◆ **Exercise description**
The answer should hold only the lines from the beginning of the listing below to the line containing "position:absolute; left:511px; top:439px;", both included, with every picture left out.

----

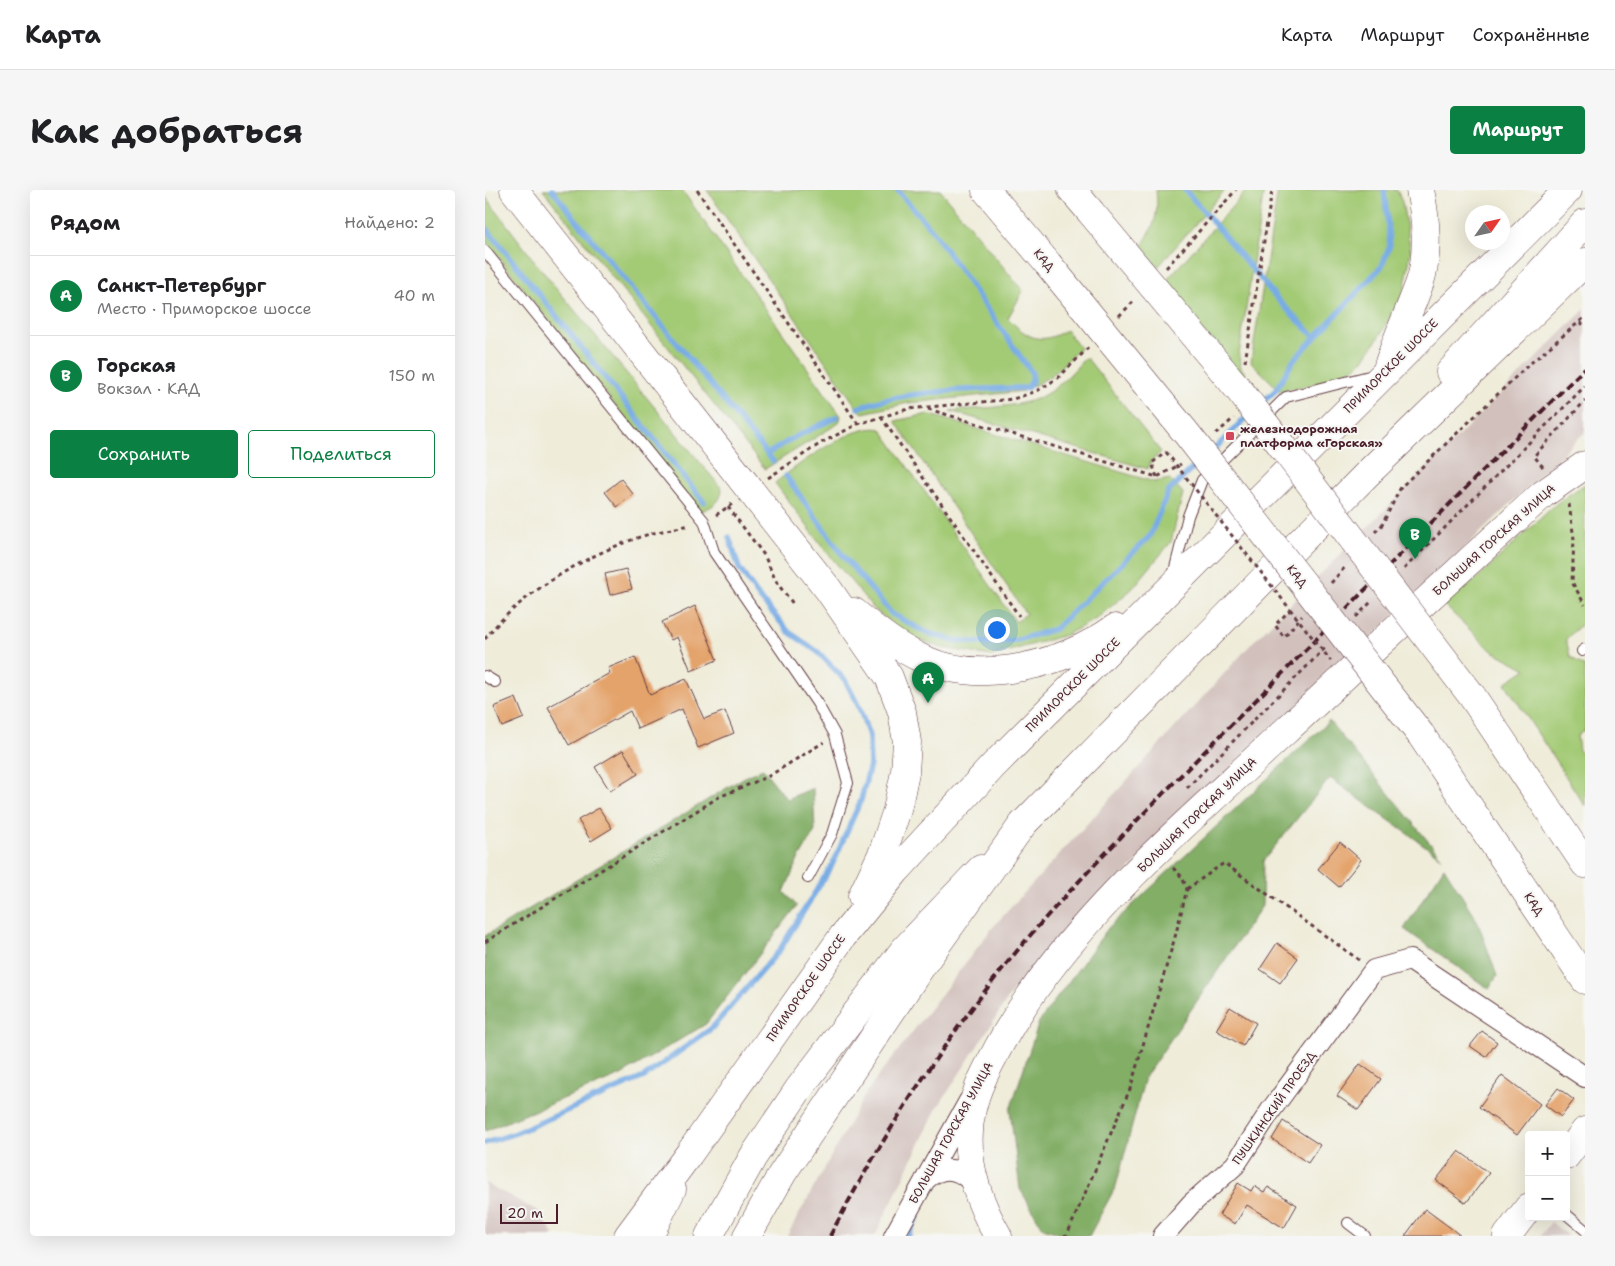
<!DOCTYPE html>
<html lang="ru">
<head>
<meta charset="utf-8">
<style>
	body { margin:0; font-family:"Shantell Sans",sans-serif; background:#f6f6f6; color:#202124 }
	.controls { position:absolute; right:15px; bottom:15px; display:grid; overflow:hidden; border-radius:5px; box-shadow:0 5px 20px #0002 }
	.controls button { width:45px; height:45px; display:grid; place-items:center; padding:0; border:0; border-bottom:1px solid #e0e0e0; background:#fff; color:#202124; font:25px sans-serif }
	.compass { position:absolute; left:980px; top:15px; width:45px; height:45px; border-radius:50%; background:#fff; box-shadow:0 5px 20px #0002; rotate:56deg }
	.scale { position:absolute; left:15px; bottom:12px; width:58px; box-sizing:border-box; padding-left:5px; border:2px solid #4a1f2b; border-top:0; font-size:14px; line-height:18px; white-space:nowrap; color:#4a1f2b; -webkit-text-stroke:4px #f6f6f2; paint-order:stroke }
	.you { position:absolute; left:511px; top:439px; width:18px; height:18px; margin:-12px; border:4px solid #fff; border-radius:50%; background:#1a73e8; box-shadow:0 0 0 8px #1a73e833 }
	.badge { display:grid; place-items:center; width:32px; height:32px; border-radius:50%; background:#0b8043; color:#fff; font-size:16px; font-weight:700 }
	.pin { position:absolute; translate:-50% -41px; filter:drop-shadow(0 1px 2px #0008) }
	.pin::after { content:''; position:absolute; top:26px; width:18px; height:15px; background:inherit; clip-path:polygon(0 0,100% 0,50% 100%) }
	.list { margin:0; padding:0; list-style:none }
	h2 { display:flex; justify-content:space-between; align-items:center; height:65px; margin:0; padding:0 20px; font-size:21px }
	h2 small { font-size:16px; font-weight:400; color:#757577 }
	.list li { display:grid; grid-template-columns:32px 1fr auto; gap:15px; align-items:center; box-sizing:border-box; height:80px; padding:0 20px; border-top:1px solid #e0e0e0 }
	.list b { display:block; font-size:19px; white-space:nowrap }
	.list p { margin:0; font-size:16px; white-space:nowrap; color:#757577 }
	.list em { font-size:16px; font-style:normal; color:#757577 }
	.actions { display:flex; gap:10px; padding:15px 20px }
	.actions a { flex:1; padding:11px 0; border:1px solid #0b8043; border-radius:5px; text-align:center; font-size:18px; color:#0b8043 }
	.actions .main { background:#0b8043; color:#fff }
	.map { position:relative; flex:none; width:1100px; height:1046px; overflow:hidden; border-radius:5px }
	header { display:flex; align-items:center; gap:30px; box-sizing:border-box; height:70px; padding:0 25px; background:#fff; border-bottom:1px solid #e0e0e0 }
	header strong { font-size:24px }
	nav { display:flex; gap:28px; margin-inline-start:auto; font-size:18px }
	.intro { display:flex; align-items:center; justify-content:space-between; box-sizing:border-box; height:120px; padding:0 30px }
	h1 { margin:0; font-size:35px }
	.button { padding:12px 22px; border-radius:5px; background:#0b8043; color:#fff; font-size:18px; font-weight:700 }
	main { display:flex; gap:30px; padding:0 30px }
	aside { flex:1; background:#fff; border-radius:5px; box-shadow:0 5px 20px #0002 }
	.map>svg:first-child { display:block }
	.industrial { fill:#d1c0bc }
	.green { fill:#a3ca75; stroke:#767450 }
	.forest { fill:#82ae66; stroke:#666648 }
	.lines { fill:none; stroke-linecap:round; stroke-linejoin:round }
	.stream { stroke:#78ace5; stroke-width:5.5 }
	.building { fill:#e4a36b }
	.lane-casing { stroke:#633e45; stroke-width:12 }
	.street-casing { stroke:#633e45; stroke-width:22 }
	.secondary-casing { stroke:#633e45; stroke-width:29 }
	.primary-casing { stroke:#633e45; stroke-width:29 }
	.highway-casing { stroke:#633e45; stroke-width:29 }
	.path { stroke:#633e45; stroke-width:3; stroke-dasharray:4 4; stroke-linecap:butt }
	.lane { stroke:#fff; stroke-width:10 }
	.street { stroke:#fff; stroke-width:20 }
	.secondary { stroke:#fff; stroke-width:28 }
	.primary { stroke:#fff; stroke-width:28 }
	.highway { stroke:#fff; stroke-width:28 }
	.rail { stroke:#4a1f2b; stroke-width:4; stroke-dasharray:8 4; stroke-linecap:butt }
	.highway-bridge-casing { stroke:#633e45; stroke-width:29; stroke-linecap:butt }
	.path-bridge { stroke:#633e45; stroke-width:3; stroke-dasharray:4 4; stroke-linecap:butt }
	.highway-bridge { stroke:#fff; stroke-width:28 }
	.poi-dot { fill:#d1495b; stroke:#f6f6f2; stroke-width:2 }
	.labels { text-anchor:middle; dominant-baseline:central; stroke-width:4; stroke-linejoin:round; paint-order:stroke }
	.street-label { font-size:12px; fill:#4a1f2b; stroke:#f6f6f2 }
	.poi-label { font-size:12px; font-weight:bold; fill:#4a1f2b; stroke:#f6f6f2; text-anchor:start }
</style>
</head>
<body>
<header>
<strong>Карта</strong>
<nav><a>Карта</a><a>Маршрут</a><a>Сохранённые</a></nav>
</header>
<div class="intro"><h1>Как добраться</h1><a class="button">Маршрут</a></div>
<main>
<aside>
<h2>Рядом<small>Найдено: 2</small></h2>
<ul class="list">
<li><span class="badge">A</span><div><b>Санкт-Петербург</b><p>Место · Приморское шоссе</p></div><em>40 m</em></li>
<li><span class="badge">B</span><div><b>Горская</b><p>Вокзал · КАД</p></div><em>150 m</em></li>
</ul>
<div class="actions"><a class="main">Сохранить</a><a>Поделиться</a></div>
</aside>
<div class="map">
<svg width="1100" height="1046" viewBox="0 0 1100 1046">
	<rect width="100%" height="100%" fill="#f6f6f2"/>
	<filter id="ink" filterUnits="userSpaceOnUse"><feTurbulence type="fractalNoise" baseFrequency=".02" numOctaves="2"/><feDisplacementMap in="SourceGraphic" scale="10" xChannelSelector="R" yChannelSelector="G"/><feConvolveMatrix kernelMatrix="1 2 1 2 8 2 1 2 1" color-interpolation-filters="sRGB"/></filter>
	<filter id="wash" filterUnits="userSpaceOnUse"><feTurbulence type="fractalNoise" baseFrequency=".0096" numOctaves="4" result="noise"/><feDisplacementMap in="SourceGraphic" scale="20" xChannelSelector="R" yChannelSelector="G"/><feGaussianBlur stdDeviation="1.12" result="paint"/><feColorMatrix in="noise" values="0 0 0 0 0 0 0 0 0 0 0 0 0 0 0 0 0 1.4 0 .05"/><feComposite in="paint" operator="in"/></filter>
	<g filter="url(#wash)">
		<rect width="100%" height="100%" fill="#efecd9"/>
		<!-- industrial -->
		<path class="industrial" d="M1100 119V242L600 722 531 796 451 920 390 1046H302L382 901 508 737 768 452Z
			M0 993 53 1021 70 1046H0Z
			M1066 1032 1083 1046H1055Z"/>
		<!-- green -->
		<path class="green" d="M58 0H197L356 226 354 233 280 279Z
			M222 0H455L538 101 523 128C542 148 555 156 581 140L595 158 566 186 539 201 423 213 378 223 373 219Z
			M671 0H740L673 77 656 58C669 35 674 27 671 0Z
			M762 0H779L754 165 756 178 773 199 765 201 679 93Z
			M793 0H912L917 12 926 61 919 102 898 140 879 170 854 189 795 201 766 172Z
			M0 6 54 77 237 299C236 314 226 317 214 322L0 50Z
			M601 167 676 262 666 271 663 279 465 221C491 218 540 218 561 204 577 195 589 180 601 167Z
			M443 224 669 292 685 289 698 303 686 352 647 399 611 429 581 445 506 466 453 457 421 445 390 420 341 361 290 293C311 276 369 232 396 239L531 432 541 424 410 231Z
			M1100 294V431L1081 449 1085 466 1100 477V540L1092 546 1094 560 1100 571V616L1020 493 1041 479 1006 460 957 413 987 393 1072 313Z"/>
		<!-- forest -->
		<path class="forest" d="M844 531 957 668 845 588 778 671 777 716 660 887 631 996 604 1046H583L558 1038 535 999 525 920 554 832 624 737Z
			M278 579 302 609 328 598 330 641 313 670 299 702 312 716 221 834 136 885 0 941V746L263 585Z
			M959 677 993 732 1012 786 1004 799 919 739Z"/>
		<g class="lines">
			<!-- stream -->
			<path class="stream" d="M67 0 288 271
				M700 0 724 27
				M727 31 795 112 830 147
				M0 36 219 312
				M775 214 790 201 808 171 897 76 905 55 899 0
				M373 218C416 200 494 199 542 198L547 191V183L447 40 412 0
				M725 263 765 224
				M282 264 310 247 352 227
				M301 286 359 367 407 424 440 442 466 450 498 453 533 450 570 439 665 346 683 302 714 272
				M0 953 31 943 159 887 227 838 294 761 347 675 376 610 385 575 384 546 374 517 360 490 333 462 304 442 274 407 254 378 244 347
				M423 1046 432 1027"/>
		</g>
		<g id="blocks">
			<!-- building -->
			<path class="building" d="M136 289 148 304 132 317 120 302Z
				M141 379 147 399 125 405 120 384Z
				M210 416 232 470 206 481 192 447 186 450 177 432Z
				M150 467 165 505 201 489 219 529 240 521 249 543 213 558 197 519 153 539 145 521 84 555 63 517 125 483 123 478Z
				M31 508 39 528 17 537 9 517Z
				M138 560 153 584 125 601 110 577Z
				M114 618 127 638 106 651 93 630Z
				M855 652 876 670 854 697 833 679Z
				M792 753 813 768 795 793 775 779Z
				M745 817 771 833 758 856 731 840Z
				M997 841 1012 852 1001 867 985 856Z
				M875 874 896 889 873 920 852 906Z
				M1017 885 1055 914 1032 945 994 917Z
				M1073 898 1089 910 1076 927 1060 915Z
				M798 931 835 955 823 973 787 949Z
				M974 961 1004 983 981 1013 951 990Z
				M753 993 766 1001 769 996 779 1002 783 997 812 1015 799 1038 762 1015 750 1034 734 1025Z
				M940 1019 963 1036 976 1046H920Z"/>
		</g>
	</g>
	<g filter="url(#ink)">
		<use href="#blocks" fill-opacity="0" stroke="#633e45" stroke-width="1"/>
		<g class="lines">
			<defs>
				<path id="lane" d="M0 61 219 331 229 362 332 513 350 545 363 593 347 644 323 688
					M688 386 703 326 717 290 801 207 888 185
					M1097 461 1100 459
					M0 486 10 492
					M1081 1024 1100 1040
					M863 1033 880 1046"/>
				<path id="street" d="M440 990C459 973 480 978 491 1000
					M409 1046 484 911
					M678 1046 706 1014 750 975 786 920 889 780 925 770 1100 887"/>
				<path id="secondary" d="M1081 966 1100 941
					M513 1046C491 1008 477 963 487 919 492 896 503 877 514 856 580 735 694 641 793 548 881 466 969 384 1058 304L1100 275
					M1022 1046 1044 1017"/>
				<path id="primary" d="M164 1046 187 999
					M224 1046 268 967 313 900 419 760 496 679"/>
				<path id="highway" d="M29 0 343 399 404 487 417 522 422 552 420 582 412 620 398 662 377 706
					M501 0 563 74
					M587 0 604 20
					M903 176C912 147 925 120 935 92 944 64 941 28 935 0
					M965 182 1100 33
					M369 422C390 440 413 458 438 469 497 496 580 474 630 438
					M987 506 1100 674
					M936 545 1100 790
					M143 1046 204 964 358 746 411 681 509 575 1083 0
					M262 1046 297 984 440 771 538 634 884 282 1100 72"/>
			</defs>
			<!-- lane casing -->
			<use href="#lane" class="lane-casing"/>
			<!-- street casing -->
			<use href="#street" class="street-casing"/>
			<!-- secondary casing -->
			<use href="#secondary" class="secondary-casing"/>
			<!-- primary casing -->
			<use href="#primary" class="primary-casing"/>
			<!-- highway casing -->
			<use href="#highway" class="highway-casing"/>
			<!-- path -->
			<path class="path" d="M212 0 373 234
				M681 78 751 0
				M634 126 651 109
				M1095 132 1100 136
				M760 172 787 0
				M443 219 672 287 696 274
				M396 227 534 426
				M731 244 749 228
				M1058 277 1049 266 1100 211
				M672 287 667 273 681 262
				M283 288 336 253 373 234 423 219 528 209 552 201 573 188 604 157
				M1084 314 1089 349 1087 392 1100 415
				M243 317 279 365 292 393 309 415
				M231 325 247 314
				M890 342 897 335 916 297 1040 178 1100 127
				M919 379 1100 196
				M846 393 860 377
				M806 419 790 435 799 447 817 426
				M871 427 886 412
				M0 449C34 404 100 366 152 348 169 342 187 339 205 335
				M702 598 840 458
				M702 699 739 673 874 770
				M0 752 234 607 284 586 339 552
				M579 1046 582 1045 645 899 690 747 702 699 697 687 687 677"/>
			<!-- lane -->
			<use href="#lane" class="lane"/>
			<!-- street -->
			<use href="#street" class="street"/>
			<!-- secondary -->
			<use href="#secondary" class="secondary"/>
			<!-- primary -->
			<use href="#primary" class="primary"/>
			<!-- highway -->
			<use href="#highway" class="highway"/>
			<!-- rail -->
			<path class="rail" d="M345 1046C405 932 477 821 563 725 632 649 705 576 777 504 885 395 992 286 1100 178"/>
			<defs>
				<path id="highway-bridge" d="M604 20 755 201 987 506
					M563 74 702 244 936 545"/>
			</defs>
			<!-- highway-bridge casing -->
			<use href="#highway-bridge" class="highway-bridge-casing"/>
			<!-- path-bridge -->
			<path class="path-bridge" d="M681 262 846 471"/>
			<!-- highway-bridge -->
			<use href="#highway-bridge" class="highway-bridge"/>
		</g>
	</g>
	<!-- markers -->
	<rect class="poi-dot" x="740" y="241" width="10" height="10" rx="2.5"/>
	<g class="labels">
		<!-- street labels -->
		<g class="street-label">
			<text transform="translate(559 70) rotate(50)">КАД</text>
			<text transform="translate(906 176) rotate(-45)">ПРИМОРСКОЕ ШОССЕ</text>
			<text transform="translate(1009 350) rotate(-42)">БОЛЬШАЯ ГОРСКАЯ УЛИЦА</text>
			<text transform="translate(812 386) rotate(52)">КАД</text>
			<text transform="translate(588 495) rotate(-45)">ПРИМОРСКОЕ ШОССЕ</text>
			<text transform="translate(712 625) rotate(-44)">БОЛЬШАЯ ГОРСКАЯ УЛИЦА</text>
			<text transform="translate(1049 714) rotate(56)">КАД</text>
			<text transform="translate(321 798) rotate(-55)">ПРИМОРСКОЕ ШОССЕ</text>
			<text transform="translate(789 918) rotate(-55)">ПУШКИНСКИЙ ПРОЕЗД</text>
			<text transform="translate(466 943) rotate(-61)">БОЛЬШАЯ ГОРСКАЯ УЛИЦА</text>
		</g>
		<!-- poi labels -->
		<g class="poi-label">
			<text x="755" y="239">железнодорожная<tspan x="755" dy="14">платформа «Горская»</tspan></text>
		</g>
	</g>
</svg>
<div class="controls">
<button>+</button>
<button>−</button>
</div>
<svg class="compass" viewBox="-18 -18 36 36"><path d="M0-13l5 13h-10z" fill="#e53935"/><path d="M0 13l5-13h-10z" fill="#757577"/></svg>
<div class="scale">20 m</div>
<div class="you"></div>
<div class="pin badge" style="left:443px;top:513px">A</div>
<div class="pin badge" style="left:930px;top:369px">B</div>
</div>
</main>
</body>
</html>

----

◆ **Answer to this task**
<!DOCTYPE html>
<html lang="ru">
<head>
<meta charset="utf-8">
<style>
	body { margin:0; font-family:"Shantell Sans",sans-serif; background:#f6f6f6; color:#202124 }
	.controls { position:absolute; right:15px; bottom:15px; display:grid; overflow:hidden; border-radius:5px; box-shadow:0 5px 20px #0002 }
	.controls button { width:45px; height:45px; display:grid; place-items:center; padding:0; border:0; border-bottom:1px solid #e0e0e0; background:#fff; color:#202124; font:25px sans-serif }
	.compass { position:absolute; left:980px; top:15px; width:45px; height:45px; border-radius:50%; background:#fff; box-shadow:0 5px 20px #0002; rotate:56deg }
	.scale { position:absolute; left:15px; bottom:12px; width:58px; box-sizing:border-box; padding-left:5px; border:2px solid #4a1f2b; border-top:0; font-size:14px; line-height:18px; white-space:nowrap; color:#4a1f2b; -webkit-text-stroke:4px #f6f6f2; paint-order:stroke }
	.you { position:absolute; left:511px; top:439px; width:18px; height:18px; margin:-12px; border:4px solid #fff; border-radius:50%; background:#1a73e8; box-shadow:0 0 0 8px #1a73e833 }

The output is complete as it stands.